Question Video: Solving One Missing Length of a Right Triangle in Real-life Contexts | Nagwa Question Video: Solving One Missing Length of a Right Triangle in Real-life Contexts | Nagwa

Question Video: Solving One Missing Length of a Right Triangle in Real-life Contexts Mathematics

A ladder of height 24 feet leaning against a wall reaches a window 19 feet above the ground. To the nearest tenth, how far from the building is the bottom of the ladder?

04:12

Video Transcript

A ladder of height twenty-four feet leaning against a wall reaches a window nineteen feet above the ground. To the nearest tenth, how far from the building is the bottom of the ladder? Here, we have drawn a house with a wall and a ladder leaning against it. So let’s go ahead and label some things. It says a ladder of height twenty-four feet; that means the ladder is twenty-four feet tall.

In other words, the length of the ladder’s twenty-four feet. Next it says this ladder reaches a window that is nineteen feet above the ground. So our ladder touches the wall by the window at nineteen feet. It says, “To the nearest tenth, how far from the building is the bottom of the ladder?” So the bottom of the ladder is shown and we wanna to know how far from the building is the bottom of the ladder. We’ll call that 𝑥.
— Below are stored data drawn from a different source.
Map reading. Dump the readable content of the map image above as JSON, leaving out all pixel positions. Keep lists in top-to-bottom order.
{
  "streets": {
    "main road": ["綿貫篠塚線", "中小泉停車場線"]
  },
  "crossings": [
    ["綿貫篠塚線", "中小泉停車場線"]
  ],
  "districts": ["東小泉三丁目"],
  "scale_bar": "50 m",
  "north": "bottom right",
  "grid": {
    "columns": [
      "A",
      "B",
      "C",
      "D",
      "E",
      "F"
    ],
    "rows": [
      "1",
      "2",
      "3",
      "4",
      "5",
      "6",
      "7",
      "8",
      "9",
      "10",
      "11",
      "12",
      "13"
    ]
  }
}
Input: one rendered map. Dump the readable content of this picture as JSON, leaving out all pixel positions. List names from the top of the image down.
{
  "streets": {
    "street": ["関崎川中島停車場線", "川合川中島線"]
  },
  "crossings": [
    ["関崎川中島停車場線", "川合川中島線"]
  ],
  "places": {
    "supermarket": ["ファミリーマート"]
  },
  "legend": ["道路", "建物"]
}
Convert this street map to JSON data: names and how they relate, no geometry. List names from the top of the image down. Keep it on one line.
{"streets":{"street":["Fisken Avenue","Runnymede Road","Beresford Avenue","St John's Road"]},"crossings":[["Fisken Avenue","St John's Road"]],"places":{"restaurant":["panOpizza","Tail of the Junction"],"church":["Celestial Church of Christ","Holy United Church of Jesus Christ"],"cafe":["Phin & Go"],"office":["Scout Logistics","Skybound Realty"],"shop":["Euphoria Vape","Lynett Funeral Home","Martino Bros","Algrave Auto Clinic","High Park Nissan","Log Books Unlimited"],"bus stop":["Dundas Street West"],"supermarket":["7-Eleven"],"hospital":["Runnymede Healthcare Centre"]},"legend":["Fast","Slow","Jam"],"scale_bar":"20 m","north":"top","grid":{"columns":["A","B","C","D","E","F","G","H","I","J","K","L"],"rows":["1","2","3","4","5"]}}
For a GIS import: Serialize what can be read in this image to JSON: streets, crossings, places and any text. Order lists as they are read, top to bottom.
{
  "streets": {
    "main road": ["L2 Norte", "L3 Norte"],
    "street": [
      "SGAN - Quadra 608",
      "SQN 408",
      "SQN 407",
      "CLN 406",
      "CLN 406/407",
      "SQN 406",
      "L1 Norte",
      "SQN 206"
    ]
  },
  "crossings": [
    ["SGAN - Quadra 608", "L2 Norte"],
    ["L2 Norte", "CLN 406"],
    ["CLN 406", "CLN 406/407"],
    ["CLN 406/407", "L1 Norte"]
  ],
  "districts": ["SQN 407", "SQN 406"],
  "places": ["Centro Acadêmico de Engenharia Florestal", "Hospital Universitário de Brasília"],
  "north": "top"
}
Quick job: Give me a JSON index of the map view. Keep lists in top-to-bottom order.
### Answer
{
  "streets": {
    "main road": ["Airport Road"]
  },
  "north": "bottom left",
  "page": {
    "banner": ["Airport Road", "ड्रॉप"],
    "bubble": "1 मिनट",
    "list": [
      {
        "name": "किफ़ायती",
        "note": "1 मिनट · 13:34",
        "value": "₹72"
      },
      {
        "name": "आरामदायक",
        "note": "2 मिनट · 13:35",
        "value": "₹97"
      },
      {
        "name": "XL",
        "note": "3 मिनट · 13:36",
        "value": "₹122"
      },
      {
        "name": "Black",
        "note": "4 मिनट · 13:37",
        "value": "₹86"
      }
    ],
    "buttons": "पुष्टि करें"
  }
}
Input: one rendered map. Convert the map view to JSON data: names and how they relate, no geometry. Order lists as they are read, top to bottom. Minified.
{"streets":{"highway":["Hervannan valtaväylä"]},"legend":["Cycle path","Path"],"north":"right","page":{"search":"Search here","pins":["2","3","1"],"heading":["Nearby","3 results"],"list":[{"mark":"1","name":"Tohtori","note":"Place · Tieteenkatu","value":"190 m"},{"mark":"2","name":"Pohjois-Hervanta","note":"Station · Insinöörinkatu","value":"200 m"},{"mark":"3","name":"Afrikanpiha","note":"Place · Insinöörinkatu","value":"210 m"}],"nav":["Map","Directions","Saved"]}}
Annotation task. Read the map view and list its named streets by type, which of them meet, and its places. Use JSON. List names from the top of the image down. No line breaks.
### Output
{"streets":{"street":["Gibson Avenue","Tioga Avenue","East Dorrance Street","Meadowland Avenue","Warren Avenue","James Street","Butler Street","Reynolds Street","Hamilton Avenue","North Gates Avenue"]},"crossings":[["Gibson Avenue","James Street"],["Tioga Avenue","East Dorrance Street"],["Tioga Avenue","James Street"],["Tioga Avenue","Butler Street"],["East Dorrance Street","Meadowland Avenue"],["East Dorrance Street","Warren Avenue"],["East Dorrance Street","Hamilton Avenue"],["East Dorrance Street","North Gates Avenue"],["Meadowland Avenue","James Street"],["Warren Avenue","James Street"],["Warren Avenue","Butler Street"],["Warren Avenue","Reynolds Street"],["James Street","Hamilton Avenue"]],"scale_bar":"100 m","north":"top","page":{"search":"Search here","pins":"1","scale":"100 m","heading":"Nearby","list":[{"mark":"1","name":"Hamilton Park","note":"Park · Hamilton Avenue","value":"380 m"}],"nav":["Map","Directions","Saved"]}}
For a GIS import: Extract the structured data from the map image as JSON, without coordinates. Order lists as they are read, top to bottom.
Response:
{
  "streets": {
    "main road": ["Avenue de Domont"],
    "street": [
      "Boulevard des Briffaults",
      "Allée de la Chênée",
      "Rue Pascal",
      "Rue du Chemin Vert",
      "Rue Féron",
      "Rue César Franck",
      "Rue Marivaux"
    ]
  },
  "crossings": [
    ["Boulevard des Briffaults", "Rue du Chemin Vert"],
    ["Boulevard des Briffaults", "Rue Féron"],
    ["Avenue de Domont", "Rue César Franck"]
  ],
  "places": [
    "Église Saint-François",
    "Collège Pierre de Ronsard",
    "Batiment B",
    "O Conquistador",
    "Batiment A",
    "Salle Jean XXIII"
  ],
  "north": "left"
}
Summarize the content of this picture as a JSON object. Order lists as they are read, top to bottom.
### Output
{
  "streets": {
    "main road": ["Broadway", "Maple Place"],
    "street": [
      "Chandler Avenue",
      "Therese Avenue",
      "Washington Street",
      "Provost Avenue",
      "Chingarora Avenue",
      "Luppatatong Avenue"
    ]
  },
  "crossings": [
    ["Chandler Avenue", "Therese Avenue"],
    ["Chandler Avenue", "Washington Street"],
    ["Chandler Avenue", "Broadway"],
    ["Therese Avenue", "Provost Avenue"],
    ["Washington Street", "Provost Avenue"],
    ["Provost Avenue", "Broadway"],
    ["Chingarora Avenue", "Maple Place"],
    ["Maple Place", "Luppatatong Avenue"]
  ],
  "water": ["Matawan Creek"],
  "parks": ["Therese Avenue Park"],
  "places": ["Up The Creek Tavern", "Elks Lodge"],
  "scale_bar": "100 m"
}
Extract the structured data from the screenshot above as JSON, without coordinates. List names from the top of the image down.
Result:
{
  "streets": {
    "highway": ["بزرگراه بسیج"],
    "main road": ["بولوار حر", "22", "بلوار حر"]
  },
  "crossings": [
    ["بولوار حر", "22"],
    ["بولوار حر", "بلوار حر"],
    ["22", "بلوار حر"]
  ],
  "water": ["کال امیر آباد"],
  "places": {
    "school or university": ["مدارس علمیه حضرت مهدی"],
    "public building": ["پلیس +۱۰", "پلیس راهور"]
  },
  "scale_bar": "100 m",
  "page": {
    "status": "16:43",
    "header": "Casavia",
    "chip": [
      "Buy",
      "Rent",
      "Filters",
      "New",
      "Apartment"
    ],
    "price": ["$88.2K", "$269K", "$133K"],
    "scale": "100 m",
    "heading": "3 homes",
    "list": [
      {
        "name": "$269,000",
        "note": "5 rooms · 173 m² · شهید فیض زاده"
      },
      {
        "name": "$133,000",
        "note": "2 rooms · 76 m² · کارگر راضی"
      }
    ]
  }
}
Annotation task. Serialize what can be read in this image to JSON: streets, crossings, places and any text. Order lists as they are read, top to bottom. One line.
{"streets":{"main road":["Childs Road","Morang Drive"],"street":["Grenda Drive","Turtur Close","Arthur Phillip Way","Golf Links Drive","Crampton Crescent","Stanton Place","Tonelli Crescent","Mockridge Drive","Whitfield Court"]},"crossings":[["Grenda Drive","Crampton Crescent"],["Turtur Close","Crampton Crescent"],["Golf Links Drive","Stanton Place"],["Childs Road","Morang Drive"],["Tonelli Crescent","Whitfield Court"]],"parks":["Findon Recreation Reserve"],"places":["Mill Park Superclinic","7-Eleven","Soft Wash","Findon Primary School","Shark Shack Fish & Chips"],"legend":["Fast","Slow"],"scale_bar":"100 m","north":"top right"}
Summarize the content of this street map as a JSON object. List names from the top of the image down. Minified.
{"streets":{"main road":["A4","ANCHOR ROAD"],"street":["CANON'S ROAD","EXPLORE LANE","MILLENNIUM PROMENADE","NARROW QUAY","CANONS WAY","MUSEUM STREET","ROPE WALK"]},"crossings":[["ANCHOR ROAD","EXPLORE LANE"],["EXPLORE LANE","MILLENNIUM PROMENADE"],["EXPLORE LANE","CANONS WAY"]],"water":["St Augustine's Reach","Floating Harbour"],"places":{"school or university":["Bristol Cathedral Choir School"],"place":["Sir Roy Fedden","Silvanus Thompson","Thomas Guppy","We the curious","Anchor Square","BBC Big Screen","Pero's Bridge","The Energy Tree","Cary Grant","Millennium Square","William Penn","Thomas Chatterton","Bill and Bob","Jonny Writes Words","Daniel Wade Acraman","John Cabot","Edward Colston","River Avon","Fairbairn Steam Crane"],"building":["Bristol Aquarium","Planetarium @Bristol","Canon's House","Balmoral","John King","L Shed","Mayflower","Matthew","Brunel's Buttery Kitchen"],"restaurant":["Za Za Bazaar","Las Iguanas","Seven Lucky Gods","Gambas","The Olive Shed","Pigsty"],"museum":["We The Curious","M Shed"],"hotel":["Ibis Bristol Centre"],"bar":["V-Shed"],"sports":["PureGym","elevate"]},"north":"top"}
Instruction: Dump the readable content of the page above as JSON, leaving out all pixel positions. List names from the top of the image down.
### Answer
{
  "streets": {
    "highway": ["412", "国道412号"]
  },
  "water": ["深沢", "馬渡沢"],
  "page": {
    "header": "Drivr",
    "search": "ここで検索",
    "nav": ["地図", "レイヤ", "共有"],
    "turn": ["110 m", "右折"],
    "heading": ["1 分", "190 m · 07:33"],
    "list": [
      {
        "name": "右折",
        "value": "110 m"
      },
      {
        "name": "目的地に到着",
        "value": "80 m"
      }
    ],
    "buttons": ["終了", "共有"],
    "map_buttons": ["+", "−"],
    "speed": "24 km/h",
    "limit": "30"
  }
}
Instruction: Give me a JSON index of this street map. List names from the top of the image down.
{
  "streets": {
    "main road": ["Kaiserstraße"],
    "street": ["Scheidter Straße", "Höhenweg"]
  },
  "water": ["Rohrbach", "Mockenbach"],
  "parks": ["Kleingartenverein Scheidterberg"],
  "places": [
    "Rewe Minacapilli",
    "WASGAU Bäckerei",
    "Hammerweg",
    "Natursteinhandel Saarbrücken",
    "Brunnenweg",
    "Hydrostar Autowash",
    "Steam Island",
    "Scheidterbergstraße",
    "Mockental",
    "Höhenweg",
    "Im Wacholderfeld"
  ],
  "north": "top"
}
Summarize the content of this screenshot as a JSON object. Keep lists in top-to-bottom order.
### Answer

Now we’ve created a triangle with side lengths 𝑥, nineteen, and twenty-four. Since a house should have walls that are directly straight up and down, meaning they would be perpendicular to the ground, they should make ninety-degree angles. So in fact, we actually have a triangle with a ninety-degree angle.

And since we have a ninety-degree angle, we can use the Pythagorean theorem. And the Pythagorean theorem is 𝑎 squared plus 𝑏 squared equals 𝑐 squared, where 𝑎 and 𝑏 are the legs and 𝑐 is your hypotenuse.

The hypotenuse side is always across from the ninety-degree angle and is the longest side. Therefore, we can plug in nineteen and 𝑥 for our 𝑎 and 𝑏, the legs, and twenty-four for the hypotenuse we’ve just seen.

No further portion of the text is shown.